I expect that you are getting excited to begin production. You possibly have an image in your mind of the finished product – shimmering in beauty and reflective of a Platonic ideal. This anticipation is good; it will motivate your process. But I want to steer you away from the notion of the perfect endeavor. Perfection is a bogey man that will crush any heartfelt attempt to craft something meaningful. All your best intentions will go nowhere, once you hit the unscalable wall of perfection. The artistic process will begin to feel daunting and overwhelming. The joy of discovery will vanish. Let’s find a way over that wall.
I learned a simple strategy to circumvent perfection in the artistic process. Jim Taylor shared this little trick with me many years ago. Taylor works in the medium of film. He received an Oscar for screenwriting with the film “Sideways,” so his perspective is a successful one.
He never tries to create the perfect screenplay. Instead, he selects a modest goal for any project. For one screenplay, he may decide that he is focusing on dialogue. If he can get the characters communicating in a way that has the verisimilitude of truth, then he will call the screenplay a success. For another project, he may want for his action sequences to move seamlessly over the pages. If he reduces his aspirations for the creative endeavor to more manageable goals, then he can let go of the prospect of creating the perfect script. No longer is “perfection” a part of the process.

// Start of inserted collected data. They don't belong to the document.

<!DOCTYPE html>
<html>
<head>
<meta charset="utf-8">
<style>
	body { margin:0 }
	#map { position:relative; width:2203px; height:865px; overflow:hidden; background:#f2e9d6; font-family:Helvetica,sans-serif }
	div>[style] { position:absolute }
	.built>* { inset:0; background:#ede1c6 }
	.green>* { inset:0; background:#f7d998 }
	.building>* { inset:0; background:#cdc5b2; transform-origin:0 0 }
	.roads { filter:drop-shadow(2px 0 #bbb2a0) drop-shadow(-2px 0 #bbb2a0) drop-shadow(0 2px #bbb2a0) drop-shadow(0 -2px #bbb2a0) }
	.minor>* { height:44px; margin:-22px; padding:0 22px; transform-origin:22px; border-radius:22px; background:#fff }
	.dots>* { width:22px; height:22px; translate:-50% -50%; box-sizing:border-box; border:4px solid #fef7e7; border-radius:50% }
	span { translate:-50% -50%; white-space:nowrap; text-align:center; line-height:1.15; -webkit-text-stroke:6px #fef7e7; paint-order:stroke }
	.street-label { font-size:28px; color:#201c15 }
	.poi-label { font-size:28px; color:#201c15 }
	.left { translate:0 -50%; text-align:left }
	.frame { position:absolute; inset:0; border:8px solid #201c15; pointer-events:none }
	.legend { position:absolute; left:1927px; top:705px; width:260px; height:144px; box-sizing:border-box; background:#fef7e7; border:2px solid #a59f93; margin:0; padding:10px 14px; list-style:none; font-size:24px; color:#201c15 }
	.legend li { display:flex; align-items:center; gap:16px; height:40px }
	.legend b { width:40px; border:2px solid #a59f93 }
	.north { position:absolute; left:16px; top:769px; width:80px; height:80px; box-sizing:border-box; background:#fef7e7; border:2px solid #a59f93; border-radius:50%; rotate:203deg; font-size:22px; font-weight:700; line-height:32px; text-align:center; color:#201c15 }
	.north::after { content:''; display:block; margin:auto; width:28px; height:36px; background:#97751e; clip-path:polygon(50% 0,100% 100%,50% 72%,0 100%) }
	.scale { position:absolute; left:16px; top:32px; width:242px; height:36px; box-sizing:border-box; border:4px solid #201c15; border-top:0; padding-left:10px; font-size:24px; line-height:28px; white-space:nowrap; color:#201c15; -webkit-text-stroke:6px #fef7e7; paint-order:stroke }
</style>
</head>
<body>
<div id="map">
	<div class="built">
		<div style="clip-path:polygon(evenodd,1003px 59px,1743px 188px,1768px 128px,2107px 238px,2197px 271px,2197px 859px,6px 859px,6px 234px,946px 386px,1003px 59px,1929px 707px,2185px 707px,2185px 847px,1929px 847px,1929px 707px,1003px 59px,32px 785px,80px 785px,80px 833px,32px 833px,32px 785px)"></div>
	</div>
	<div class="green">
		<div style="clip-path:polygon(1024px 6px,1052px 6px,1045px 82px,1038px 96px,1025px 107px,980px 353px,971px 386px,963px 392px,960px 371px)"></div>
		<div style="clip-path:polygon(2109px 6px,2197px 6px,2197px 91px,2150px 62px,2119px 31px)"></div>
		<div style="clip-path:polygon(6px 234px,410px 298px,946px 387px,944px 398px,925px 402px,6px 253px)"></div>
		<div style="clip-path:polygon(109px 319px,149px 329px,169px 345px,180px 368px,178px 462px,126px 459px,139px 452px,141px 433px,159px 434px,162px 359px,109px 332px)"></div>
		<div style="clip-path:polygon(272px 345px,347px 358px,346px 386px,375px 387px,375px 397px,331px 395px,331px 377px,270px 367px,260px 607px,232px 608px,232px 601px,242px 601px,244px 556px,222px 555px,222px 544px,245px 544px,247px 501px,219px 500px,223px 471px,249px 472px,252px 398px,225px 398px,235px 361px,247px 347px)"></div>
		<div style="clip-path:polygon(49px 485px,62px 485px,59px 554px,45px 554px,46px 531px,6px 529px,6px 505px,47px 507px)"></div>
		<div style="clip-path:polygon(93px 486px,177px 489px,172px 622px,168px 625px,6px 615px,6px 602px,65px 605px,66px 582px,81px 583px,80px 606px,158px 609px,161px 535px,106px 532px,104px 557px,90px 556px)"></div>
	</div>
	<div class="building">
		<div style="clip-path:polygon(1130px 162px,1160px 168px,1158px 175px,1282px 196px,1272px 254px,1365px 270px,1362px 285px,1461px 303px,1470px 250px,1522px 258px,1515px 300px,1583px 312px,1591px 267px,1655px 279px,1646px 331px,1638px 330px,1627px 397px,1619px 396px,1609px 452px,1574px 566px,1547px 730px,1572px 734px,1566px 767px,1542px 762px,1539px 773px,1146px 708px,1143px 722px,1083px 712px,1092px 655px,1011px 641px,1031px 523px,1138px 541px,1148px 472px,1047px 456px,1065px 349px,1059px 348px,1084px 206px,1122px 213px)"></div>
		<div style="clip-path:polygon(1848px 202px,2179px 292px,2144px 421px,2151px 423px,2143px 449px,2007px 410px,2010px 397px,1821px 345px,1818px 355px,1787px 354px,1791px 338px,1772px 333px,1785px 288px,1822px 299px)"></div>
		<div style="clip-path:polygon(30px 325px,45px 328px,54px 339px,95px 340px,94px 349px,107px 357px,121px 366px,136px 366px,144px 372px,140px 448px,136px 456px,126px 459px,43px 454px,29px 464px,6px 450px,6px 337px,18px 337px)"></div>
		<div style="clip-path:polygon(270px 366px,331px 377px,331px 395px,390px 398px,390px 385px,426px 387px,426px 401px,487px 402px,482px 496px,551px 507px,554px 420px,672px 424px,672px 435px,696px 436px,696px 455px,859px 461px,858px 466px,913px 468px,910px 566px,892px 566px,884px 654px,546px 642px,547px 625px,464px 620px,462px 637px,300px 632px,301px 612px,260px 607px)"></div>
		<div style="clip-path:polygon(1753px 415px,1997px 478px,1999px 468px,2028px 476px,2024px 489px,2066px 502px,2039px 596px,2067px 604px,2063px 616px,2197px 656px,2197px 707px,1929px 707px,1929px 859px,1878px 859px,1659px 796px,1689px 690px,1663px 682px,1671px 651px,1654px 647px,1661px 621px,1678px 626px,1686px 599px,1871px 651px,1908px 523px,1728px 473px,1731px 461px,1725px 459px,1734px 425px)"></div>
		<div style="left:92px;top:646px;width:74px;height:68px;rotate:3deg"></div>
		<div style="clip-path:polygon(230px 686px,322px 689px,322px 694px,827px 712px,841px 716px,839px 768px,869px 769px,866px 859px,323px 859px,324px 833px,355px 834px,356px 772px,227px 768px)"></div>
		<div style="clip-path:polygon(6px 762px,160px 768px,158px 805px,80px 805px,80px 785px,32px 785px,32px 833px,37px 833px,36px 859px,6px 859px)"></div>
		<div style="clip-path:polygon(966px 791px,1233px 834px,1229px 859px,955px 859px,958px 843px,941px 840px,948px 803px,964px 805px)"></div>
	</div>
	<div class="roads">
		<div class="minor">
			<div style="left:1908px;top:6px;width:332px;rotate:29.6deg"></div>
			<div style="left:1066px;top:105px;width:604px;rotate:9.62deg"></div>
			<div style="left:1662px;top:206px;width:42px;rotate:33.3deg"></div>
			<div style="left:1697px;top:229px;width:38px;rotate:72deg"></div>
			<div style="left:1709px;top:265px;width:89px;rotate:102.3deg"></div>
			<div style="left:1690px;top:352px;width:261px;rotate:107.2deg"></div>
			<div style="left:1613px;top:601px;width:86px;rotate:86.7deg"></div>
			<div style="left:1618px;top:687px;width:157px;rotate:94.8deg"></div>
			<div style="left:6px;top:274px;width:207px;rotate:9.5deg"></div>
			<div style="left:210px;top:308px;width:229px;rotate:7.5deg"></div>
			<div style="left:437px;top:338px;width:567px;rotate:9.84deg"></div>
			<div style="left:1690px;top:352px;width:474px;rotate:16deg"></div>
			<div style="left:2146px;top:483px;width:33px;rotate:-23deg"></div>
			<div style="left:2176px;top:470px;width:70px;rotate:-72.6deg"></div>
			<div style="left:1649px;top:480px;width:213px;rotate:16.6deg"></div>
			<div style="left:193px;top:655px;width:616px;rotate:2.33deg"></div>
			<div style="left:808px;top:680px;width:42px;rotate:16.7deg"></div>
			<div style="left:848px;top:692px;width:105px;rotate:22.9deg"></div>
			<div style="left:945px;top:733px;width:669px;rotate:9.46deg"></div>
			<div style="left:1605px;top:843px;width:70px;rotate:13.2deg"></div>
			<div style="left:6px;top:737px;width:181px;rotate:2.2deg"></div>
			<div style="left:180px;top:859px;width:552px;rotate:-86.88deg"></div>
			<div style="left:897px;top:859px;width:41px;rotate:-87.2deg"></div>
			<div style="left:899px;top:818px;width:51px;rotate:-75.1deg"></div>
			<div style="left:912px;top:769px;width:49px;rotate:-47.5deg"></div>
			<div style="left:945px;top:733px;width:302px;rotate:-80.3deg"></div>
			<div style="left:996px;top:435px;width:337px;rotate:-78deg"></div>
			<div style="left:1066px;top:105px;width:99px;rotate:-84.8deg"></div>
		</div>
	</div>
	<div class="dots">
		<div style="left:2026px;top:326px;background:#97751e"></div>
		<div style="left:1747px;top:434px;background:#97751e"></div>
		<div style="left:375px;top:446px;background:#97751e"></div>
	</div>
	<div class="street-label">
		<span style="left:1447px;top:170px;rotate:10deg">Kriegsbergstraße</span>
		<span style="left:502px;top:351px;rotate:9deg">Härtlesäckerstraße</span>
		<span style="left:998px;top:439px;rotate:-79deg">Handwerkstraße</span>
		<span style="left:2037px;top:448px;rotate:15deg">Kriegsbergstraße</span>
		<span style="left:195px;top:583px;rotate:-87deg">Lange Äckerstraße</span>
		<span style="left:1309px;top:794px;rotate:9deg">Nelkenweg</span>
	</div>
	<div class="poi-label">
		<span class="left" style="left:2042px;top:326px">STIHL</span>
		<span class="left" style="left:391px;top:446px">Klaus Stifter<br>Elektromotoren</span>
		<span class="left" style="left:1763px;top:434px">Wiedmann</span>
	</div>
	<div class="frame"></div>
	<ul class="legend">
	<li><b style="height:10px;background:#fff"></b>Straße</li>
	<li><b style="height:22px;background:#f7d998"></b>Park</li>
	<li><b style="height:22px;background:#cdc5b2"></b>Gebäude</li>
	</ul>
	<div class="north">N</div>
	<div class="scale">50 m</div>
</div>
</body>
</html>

The beauty of this technique is that it forces the artist to zero in on craft. Developing expertise in one aspect of the medium means that the skill is always in the artist’s arsenal. They can always rely upon it for future projects – for there will always be future projects. And if you have already tackled the craft of writing snappy dialogue in a past project, for example, then you can summon that knowledge and apply it to a current project. You are methodically building a skill set over time. In short order, the creative endeavor has turned in to a career.

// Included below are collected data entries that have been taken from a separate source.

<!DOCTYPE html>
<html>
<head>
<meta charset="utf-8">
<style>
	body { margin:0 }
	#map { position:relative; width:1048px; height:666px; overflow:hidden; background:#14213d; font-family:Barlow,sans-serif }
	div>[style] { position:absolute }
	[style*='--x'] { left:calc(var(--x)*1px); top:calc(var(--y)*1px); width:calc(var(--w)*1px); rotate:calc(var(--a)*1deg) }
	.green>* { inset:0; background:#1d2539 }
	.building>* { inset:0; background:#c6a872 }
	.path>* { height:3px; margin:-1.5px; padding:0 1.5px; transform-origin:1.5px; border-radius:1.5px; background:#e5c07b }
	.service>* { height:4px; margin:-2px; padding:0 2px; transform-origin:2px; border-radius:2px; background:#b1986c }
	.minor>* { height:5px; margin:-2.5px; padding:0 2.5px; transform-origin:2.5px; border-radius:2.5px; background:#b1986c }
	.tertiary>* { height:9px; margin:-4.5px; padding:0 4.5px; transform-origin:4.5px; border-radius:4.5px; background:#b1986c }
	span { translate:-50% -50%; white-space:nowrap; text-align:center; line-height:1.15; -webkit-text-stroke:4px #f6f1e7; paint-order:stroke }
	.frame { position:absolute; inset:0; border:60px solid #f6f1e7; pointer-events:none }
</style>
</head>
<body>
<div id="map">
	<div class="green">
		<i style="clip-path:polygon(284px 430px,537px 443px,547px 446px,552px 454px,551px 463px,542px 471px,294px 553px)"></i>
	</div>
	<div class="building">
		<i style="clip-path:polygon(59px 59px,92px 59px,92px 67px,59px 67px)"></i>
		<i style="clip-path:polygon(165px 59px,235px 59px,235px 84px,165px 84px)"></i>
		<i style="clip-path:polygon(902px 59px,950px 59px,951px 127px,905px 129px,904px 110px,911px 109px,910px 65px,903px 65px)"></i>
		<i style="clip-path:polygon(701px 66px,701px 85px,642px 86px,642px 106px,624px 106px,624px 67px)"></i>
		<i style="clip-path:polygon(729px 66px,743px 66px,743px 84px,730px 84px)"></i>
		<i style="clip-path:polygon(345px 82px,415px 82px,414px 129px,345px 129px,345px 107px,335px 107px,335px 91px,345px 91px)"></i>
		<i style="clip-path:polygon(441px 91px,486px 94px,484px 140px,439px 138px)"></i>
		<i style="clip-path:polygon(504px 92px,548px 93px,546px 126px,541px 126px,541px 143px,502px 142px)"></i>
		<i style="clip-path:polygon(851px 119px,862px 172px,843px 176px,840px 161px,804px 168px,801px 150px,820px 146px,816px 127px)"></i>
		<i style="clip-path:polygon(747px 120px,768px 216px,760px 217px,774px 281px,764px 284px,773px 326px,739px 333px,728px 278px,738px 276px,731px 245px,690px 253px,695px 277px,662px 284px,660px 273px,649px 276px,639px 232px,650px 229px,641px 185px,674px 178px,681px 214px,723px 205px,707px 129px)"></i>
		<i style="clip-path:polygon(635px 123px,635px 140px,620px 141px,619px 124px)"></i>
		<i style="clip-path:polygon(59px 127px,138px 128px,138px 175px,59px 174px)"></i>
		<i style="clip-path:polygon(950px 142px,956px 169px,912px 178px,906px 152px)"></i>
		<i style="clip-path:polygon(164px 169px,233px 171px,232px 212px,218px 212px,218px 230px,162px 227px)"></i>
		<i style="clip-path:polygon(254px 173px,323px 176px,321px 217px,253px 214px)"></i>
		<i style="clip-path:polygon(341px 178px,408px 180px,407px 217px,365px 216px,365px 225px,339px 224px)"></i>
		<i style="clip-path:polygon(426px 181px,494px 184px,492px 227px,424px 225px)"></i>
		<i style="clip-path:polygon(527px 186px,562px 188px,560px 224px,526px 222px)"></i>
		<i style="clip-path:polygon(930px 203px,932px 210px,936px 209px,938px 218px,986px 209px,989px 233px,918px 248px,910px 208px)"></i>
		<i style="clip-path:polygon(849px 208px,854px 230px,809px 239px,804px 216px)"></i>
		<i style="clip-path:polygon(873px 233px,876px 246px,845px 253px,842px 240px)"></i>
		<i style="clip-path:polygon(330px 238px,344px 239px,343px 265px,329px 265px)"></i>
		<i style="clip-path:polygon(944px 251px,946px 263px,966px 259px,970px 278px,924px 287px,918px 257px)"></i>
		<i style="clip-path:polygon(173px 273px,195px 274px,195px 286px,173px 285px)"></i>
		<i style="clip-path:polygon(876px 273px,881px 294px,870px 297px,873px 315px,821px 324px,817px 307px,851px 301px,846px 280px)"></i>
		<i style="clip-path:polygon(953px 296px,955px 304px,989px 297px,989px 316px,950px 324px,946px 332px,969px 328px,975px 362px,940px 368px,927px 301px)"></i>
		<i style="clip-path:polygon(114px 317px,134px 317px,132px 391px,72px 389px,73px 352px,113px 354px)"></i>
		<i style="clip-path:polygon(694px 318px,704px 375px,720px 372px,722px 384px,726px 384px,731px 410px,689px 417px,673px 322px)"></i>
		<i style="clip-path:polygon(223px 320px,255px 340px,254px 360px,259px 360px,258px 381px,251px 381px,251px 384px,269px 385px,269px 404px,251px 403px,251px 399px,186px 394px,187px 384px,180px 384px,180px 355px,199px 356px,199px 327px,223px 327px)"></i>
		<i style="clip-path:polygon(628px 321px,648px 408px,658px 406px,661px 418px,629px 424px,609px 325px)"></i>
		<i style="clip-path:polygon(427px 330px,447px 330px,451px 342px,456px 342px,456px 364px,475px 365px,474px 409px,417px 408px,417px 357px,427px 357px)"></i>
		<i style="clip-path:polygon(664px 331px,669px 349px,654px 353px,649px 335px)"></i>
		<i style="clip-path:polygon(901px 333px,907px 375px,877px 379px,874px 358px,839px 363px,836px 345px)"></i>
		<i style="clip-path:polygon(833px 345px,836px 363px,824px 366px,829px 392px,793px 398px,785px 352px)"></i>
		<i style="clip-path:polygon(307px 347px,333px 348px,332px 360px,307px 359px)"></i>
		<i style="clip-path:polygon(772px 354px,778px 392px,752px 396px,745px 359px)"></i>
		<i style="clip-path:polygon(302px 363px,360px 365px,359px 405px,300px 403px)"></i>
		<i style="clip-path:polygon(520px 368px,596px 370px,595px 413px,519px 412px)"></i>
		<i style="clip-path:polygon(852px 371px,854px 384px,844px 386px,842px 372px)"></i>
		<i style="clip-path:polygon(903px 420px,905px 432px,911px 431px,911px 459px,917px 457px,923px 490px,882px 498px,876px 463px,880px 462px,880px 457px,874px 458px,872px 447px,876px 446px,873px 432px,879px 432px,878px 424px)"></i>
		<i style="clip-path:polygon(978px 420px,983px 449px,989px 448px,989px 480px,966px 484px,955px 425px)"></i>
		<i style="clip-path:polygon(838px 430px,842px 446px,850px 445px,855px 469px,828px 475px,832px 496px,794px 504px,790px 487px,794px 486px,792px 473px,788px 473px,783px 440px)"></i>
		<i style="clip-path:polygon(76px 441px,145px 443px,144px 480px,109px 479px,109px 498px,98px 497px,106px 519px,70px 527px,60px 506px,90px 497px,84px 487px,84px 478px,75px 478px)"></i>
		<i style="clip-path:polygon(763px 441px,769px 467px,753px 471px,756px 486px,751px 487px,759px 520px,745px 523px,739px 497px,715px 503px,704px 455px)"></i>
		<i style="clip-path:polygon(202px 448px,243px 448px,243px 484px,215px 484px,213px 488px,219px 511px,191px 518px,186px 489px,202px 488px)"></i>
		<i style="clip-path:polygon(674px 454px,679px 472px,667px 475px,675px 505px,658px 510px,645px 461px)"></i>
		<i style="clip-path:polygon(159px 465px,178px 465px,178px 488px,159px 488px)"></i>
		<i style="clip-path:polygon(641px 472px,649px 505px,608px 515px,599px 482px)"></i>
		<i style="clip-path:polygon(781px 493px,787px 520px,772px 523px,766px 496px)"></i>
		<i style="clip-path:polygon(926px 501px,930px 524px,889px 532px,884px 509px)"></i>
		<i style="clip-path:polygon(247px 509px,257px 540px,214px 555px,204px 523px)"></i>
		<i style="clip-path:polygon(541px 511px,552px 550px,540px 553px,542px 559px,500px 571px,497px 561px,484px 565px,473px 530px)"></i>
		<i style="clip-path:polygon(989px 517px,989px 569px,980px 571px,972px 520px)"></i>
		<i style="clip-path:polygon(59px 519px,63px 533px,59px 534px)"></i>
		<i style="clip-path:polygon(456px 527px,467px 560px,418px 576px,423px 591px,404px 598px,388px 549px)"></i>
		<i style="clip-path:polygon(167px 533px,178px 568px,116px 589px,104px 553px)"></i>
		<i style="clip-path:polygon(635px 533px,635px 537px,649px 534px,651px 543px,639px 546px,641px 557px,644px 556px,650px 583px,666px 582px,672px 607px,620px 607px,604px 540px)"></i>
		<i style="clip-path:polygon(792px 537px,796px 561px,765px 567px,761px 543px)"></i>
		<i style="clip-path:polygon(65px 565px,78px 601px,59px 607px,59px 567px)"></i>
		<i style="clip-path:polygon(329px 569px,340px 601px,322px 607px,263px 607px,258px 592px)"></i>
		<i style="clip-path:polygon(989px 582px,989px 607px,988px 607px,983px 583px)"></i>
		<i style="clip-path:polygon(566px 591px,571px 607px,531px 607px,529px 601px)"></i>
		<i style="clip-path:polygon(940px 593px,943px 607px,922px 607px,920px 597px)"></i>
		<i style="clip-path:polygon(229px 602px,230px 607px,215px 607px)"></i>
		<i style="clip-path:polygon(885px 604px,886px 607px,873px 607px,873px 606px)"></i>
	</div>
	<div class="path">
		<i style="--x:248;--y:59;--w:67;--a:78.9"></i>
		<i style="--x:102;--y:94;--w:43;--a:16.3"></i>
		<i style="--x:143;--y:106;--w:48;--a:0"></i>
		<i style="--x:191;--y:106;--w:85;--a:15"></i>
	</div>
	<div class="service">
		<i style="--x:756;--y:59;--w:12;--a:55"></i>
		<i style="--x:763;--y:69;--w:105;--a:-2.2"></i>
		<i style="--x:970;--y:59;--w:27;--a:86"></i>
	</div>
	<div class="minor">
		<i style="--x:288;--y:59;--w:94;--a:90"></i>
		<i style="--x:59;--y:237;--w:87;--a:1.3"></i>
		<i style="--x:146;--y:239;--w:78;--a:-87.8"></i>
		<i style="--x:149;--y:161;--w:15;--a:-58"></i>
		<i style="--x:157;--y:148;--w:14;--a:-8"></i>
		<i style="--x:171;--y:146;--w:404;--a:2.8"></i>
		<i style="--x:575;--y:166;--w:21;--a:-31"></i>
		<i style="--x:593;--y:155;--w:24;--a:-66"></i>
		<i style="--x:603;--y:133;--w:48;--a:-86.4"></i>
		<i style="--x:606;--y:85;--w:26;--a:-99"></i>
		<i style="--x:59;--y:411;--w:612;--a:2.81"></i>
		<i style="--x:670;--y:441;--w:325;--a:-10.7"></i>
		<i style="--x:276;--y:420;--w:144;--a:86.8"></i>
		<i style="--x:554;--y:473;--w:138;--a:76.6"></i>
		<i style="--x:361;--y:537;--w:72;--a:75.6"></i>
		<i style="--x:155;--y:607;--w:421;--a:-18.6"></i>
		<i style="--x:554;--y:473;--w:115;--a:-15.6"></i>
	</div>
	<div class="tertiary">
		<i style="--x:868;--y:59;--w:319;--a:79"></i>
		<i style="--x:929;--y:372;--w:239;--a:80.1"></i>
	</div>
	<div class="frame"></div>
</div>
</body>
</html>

Spend some time today contemplating what element of your project you really want to shine. This can be applied to any work of art. Just devote an hour or so to this question, and something meaningful and purposeful will undoubtedly emerge.
This advice from Taylor also brings to light another fascinating aspect of the creative endeavor. Assistance from others with more experience in the artistic process will come out of the woodwork to support you, as you more fully commit to the work over the next several months. You may have a lot of unanswered questions right now – wondering about how to go about constructing your endeavor. You will be surprised how these questions are naturally resolved by others that you encounter. Artists are a generous bunch; we are always willing to share some insight into our own travails. The mystery of the path becomes a little less shadowed, as you walk down it with resolve and determination.